National Registry to Aid Sudden Unexpected Death in Epilepsy Research
The Sudden Death in the Young Registry will help researchers better understand the causes of and set research priorities for sudden unexpected death in epilepsy (SUDEP), heart disease.
Cases of sudden unexpected death in epilepsy (SUDEP) are not currently routinely or systematically reported in the United States making it difficult to elucidate risk factors for the condition. But this is about to change, according to the National Institutes of Health and the CDC.
The two agencies are collaborating to create the Sudden Death in the Young Registry. The registry will use comprehensive data on each recorded case of sudden death in infants, children, and individuals aged up to 24 years related to epilepsy and heart disease in 10 states and major metropolitan areas to estimate national incidence rates, the agencies announced in joint press release.
The 10 grantees will begin reviewing cases January 2015, and will enter findings from death scene investigations, medical records, autopsy reports, and other pertinent data sources for each case into a database managed by the Michigan Public Health Institute. DNA samples from the cases will be stored at a centralized bio-repository.
Regions participating in Sudden Death in the Young Registry and Sudden Unexpected Infant Death Registry. Image courtesy of CDC.
"[This] is a critical first step toward figuring out how to best prevent these tragedies," said Jonathan Kaltman, MD,chief of the Heart Development and Structural Diseases Branch within the Division of Cardiovascular Sciences at the NIH's National Heart, Lung, and Blood Institute (NHLBI).
The public health agencies chosen to participate in the registry include Delaware, Georgia, Michigan, Minnesota, New Hampshire, New Jersey, the city of San Francisco, the Tidewater region of Virginia, Tennessee, and Wisconsin.
The National Institute for Neurological Disorders and Stroke (NINDS) will review data on SUDEP, whereas NHLBI will analyze data related to sudden cardiac death.

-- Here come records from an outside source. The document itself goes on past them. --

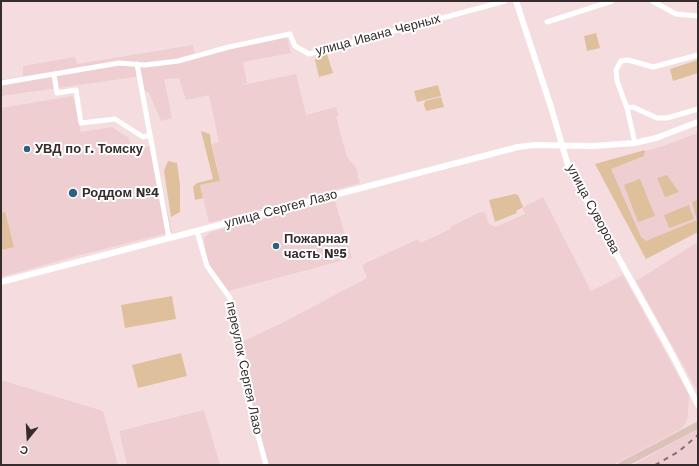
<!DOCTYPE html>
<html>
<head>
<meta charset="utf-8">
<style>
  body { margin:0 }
  #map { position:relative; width:699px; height:466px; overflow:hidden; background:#f5dddf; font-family:"Work Sans",sans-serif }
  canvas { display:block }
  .frame { position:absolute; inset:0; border:2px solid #352c2d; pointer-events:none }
  .north { position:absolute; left:8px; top:418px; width:40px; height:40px; -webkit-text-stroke:3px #fff; paint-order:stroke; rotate:198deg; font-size:11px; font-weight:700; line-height:16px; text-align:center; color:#352c2d }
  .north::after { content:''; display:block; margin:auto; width:14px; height:18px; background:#352c2d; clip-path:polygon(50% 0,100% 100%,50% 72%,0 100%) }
</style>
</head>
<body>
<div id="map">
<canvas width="699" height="466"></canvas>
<div class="frame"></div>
<div class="north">С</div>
</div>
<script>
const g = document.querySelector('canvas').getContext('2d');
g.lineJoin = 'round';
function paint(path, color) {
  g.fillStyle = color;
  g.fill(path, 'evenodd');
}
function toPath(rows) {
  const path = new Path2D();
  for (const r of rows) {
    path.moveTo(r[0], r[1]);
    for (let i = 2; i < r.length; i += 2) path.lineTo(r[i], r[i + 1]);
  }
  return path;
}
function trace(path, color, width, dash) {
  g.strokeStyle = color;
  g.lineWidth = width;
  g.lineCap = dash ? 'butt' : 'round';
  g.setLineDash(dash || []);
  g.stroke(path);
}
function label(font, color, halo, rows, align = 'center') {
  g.font = font + ' "Work Sans",sans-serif';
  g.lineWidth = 4;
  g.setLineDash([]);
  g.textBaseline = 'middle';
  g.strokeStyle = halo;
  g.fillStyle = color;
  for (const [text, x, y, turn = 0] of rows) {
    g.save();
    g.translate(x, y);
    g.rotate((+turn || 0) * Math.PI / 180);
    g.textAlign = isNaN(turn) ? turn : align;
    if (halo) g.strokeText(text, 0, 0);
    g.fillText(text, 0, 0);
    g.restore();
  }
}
const built = toPath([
  [286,33,291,53,243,62,247,83,239,86,296,74,306,115,336,107,339,116,336,117,347,157,356,168,360,183,209,223,200,185,220,181,212,144,219,142,209,95,186,100,179,78,164,79,172,118,161,121,149,93,144,90,142,76,1,96,1,80,23,76,23,66,75,57,77,64,193,45,194,53],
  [73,96,81,132,112,127,129,138,131,150,153,145,172,232,76,256,1,277,1,108],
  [698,133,698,232,646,259,595,164,660,147],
  [543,197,591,291,623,275,689,395,688,415,686,423,681,429,613,465,269,465,252,405,241,342,284,322,367,278,362,265,418,239,420,243,451,229,450,227,478,213,485,212,488,223,495,227,525,214,522,208],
  [335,201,352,258,228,291,209,265,205,253,204,238,210,232],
  [698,242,698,392,636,281],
  [1,380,103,411,118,465,1,465],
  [204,410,220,465,127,465,119,431],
  [698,429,698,465,633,465]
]);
const green = toPath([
  [596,33,600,48,587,51,584,36],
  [327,54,333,73,319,77,315,60,316,57],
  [698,60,698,73,673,81,670,69],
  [438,85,441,96,417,102,414,91],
  [441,97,444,107,426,111,424,105,425,101],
  [201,131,210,134,211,143,220,181,200,185,203,198,195,200,193,187,197,183,213,179],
  [645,150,644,156,611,169,641,237,646,241,697,220,692,202,698,200,698,232,646,259,595,164],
  [168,161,177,163,180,185,180,212,171,217,164,171],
  [667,175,679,192,665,197,657,178],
  [640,179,655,216,638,222,624,185],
  [515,194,518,195,523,207,516,211,517,213,495,222,489,200],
  [689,205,694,219,669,228,664,215],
  [5,212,14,247,1,250,1,213],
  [172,296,176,319,125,328,121,305],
  [181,353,187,376,138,388,132,365]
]);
const minor = toPath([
  [652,1,676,14,698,16],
  [547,22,612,1],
  [137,64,169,238],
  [54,75,57,93,76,90,81,123,115,119,143,137,150,135],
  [1,83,119,63,145,65,178,61,229,47,290,34,295,46,309,54,505,1],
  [627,108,617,81,616,70,621,61,628,60,653,67,698,55],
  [635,143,627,108,633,107,657,118,667,118,698,109],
  [197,231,207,266,230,298,233,306,250,406,266,465]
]);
const tertiary = toPath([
  [516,1,551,107,569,169,673,356,698,405],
  [1,282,518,147,535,145,593,146,635,143,656,138,698,122]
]);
const secondary = toPath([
  [622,465,698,425]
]);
const rail = toPath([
  [655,465,678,452,698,435]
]);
const markers = [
  [27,149,4,"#2b627d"],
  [73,193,5,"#2b627d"],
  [276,246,4,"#2b627d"]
];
const streetNames = [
  ["улица Ивана Черных",378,35,-15],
  ["улица Сергея Лазо",281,209,-15],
  ["улица Суворова",593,209,62],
  ["переулок Сергея Лазо",244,368,78]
];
const poiNames = [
  ["УВД по г. Томску",35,149],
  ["Роддом №4",82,193],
  ["Пожарная",284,239],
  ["часть №5",284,254]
];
paint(built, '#eeced0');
paint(green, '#dfc09d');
trace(minor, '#fff', 5);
trace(tertiary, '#fff', 6);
trace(secondary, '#dcc3ba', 7);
trace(rail, '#807172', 2, [5, 5]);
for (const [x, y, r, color] of markers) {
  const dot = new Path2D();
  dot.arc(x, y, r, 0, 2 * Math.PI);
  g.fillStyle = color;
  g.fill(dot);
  trace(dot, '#fff', 1.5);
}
label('13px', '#352c2d', '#fff', streetNames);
label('bold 13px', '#352c2d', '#fff', poiNames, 'left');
</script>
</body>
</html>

The resulting registry will become a resource for scientists to learn more about the causes of sudden death in the young and ultimately to develop better diagnostic and prevention approaches, according to the NIH and CDC.
The program is an expansion of the CDC's Sudden Unexpected Infant Death Case Registry, which currently tracks sudden unexpected deaths in children up to age 1 in nine states.